Study Card: Loss Function of Logistic Regression

Direct Answer

Logistic regression uses the binary cross-entropy (log loss) function as its loss function. This loss function measures the dissimilarity between the predicted probabilities and the actual binary labels (0 or 1). Minimizing the log loss encourages the model to assign high probabilities to the correct class and low probabilities to the incorrect class, effectively learning the relationship between the input features and the target variable. It's chosen because it is convex, making it easier for optimization algorithms like gradient descent to find a global minimum, hence efficient training.

Key Terms

Log Loss (Binary Cross-Entropy): Measures the performance of a classification model where the prediction input is a probability value between 0 and 1.
Maximum Likelihood Estimation (MLE): A method of estimating model parameters that maximizes the likelihood of observing the given data. Minimizing log loss is equivalent to MLE for logistic regression.
Convex Function: A function with no local minima, which simplifies optimization.
Gradient Descent: An iterative optimization algorithm used to find the minimum of a function.
Sigmoid Function: Maps the output of the linear model to a probability between 0 and 1.

Example

Consider a model predicting whether a customer will click on an ad (1 for click, 0 for no click). For a given customer, if the true label is 1 (click) and the predicted probability of a click is 0.9, the log loss will be low. If the predicted probability is 0.1, the log loss will be high. Minimizing the log loss across all training examples encourages the model to make accurate probability predictions. For instance, if the model predicts probabilities close to 0.5 for all instances, the log loss will be relatively high because the model isn't confident in its predictions.

Code Implementation

import numpy as np
import matplotlib.pyplot as plt

def sigmoid(z):
    """Sigmoid function."""
    return 1 / (1 + np.exp(-z))

def log_loss(y_true, y_pred):
    """
    Calculates the binary cross-entropy/log loss.
    Handles extreme probability values (0 or 1) using epsilon to avoid numerical instability.

    Args:
      y_true: True binary labels (0 or 1).
      y_pred: Predicted probabilities.

    Returns:
      The log loss.
    """
    epsilon = 1e-15
    y_pred = np.clip(y_pred, epsilon, 1 - epsilon) # clip predicted probability
    loss = -np.mean(y_true * np.log(y_pred) + (1 - y_true) * np.log(1 - y_pred))
    return loss

# Example usage
y_true = np.array([0, 1, 1, 0, 1])
y_pred_prob = np.array([0.1, 0.9, 0.8, 0.2, 0.7])
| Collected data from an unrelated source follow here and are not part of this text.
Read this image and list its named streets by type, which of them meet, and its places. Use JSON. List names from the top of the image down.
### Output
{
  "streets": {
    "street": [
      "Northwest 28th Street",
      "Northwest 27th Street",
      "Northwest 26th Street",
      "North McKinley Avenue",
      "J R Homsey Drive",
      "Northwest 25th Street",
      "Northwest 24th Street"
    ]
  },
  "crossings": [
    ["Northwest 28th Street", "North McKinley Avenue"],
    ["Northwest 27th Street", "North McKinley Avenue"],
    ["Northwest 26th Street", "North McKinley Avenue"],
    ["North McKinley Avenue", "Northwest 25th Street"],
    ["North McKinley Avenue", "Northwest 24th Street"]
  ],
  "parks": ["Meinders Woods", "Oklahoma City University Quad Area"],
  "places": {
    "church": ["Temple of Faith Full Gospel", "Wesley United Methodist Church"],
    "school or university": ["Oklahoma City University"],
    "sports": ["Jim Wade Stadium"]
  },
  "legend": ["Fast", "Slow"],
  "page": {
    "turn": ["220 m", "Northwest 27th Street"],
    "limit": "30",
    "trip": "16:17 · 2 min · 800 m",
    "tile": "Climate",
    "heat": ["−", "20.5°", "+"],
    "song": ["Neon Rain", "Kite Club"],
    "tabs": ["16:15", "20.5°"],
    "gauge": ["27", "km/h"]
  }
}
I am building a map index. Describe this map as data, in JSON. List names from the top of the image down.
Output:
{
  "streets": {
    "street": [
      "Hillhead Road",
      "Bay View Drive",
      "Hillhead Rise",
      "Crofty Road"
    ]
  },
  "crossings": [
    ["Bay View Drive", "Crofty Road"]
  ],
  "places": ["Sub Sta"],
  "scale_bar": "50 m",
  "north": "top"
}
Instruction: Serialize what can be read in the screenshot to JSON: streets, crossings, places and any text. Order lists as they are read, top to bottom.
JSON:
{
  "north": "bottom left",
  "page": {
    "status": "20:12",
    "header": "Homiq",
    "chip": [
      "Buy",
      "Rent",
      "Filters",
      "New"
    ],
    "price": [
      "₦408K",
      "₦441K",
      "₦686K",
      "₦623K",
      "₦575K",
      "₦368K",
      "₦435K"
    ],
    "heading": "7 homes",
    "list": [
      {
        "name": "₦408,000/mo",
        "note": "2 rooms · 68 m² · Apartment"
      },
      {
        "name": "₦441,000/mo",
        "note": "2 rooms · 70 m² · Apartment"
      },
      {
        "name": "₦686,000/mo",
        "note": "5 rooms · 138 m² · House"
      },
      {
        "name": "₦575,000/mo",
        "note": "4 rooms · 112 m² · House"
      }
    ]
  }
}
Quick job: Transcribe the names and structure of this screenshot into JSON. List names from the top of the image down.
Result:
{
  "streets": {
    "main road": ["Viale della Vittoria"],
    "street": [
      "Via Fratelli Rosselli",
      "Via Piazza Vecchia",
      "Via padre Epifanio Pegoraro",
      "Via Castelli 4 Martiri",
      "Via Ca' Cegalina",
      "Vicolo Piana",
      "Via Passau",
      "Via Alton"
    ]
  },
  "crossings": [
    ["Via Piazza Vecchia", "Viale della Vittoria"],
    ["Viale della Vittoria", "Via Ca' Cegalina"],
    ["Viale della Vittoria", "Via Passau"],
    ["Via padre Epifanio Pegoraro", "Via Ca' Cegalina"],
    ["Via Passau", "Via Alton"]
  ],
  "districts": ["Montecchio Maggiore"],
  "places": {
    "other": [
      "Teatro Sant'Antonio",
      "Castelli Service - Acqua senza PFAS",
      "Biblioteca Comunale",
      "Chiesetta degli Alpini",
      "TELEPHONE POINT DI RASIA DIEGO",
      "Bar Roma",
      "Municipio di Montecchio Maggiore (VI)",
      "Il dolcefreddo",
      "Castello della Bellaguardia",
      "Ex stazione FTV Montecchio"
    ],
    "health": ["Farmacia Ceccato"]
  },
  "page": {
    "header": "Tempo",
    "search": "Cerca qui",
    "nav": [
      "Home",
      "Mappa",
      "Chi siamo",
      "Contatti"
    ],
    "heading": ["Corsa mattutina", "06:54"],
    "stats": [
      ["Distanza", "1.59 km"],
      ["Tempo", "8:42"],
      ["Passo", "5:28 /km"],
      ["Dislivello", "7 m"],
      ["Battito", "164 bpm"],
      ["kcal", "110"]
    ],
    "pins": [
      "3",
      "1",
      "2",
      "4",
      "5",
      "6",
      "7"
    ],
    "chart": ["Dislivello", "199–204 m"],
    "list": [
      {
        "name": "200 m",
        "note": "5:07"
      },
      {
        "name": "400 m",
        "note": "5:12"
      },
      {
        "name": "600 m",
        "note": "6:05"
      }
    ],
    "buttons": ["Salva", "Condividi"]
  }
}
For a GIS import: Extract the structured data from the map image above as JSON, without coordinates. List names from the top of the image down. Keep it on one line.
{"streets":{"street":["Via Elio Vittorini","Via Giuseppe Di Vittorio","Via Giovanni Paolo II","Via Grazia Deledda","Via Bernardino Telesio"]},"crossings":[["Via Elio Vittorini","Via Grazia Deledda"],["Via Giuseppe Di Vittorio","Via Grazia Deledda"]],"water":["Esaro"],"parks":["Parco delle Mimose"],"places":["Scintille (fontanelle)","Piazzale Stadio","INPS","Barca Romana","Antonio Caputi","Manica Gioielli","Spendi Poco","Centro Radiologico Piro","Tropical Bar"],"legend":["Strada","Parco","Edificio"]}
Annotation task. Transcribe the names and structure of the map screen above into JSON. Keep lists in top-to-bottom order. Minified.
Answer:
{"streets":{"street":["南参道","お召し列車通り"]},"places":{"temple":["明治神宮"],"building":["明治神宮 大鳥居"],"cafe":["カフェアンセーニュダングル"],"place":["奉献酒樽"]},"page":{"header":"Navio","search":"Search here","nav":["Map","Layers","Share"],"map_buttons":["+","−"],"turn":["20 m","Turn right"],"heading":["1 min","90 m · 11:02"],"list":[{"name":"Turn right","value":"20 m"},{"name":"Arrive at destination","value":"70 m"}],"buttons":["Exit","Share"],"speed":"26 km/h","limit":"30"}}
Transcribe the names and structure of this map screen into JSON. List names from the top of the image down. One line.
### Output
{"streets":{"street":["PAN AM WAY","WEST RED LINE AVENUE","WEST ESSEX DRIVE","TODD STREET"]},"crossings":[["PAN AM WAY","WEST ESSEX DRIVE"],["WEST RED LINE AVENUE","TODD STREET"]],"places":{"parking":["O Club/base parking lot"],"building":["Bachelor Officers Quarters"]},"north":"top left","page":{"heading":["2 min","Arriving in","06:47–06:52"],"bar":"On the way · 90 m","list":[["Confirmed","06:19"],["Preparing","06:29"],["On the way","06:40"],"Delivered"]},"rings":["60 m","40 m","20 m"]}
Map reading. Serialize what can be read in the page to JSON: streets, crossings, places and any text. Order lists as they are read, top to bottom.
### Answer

loss = log_loss(y_true, y_pred_prob)
print(f"Log Loss: {loss}")

# Visualizing Log Loss for different probability predictions with y_true=1
y_pred_prob_example = np.linspace(0.001, 0.999, 100)
y_true_example = np.array([1] * 100)
loss_example = log_loss(y_true_example, y_pred_prob_example)
loss_curve = [-np.log(pred) for pred in y_pred_prob_example]
plt.figure(figsize=(8,6))
plt.plot(y_pred_prob_example, loss_curve)
plt.xlabel("Predicted Probability (y_pred) with y_true=1")
plt.ylabel("Log Loss")
plt.title("Log Loss vs Predicted Probability")
plt.grid(True)

# Visualizing Log Loss for different probability predictions with y_true=0
y_pred_prob_example = np.linspace(0.001, 0.999, 100)
y_true_example = np.array([0] * 100)
loss_example = log_loss(y_true_example, y_pred_prob_example)
loss_curve = [-np.log(1 - pred) for pred in y_pred_prob_example]
plt.figure(figsize=(8,6))
plt.plot(y_pred_prob_example, loss_curve)
plt.xlabel("Predicted Probability (y_pred) with y_true=0")
plt.ylabel("Log Loss")
plt.title("Log Loss vs Predicted Probability")
plt.grid(True)
plt.show()

Related Concepts

Regularization: L1 and L2 regularization are often added to the logistic regression loss function to prevent overfitting. Interviewers might ask how regularization affects the loss function and the learning process.
Optimization Algorithms: Different optimization algorithms like gradient descent, stochastic gradient descent, and Newton-Raphson can be used to minimize the log loss. Be prepared to discuss their advantages and disadvantages.
Multi-class Classification: For multi-class problems, the categorical cross-entropy loss function, a generalization of binary cross-entropy, is used. Be ready to explain how it differs from binary cross-entropy.
Alternative Loss Functions: While log loss is the standard choice for logistic regression, other loss functions can be used, such as hinge loss (used in SVMs). Interviewers could ask you to compare different loss functions and their suitability.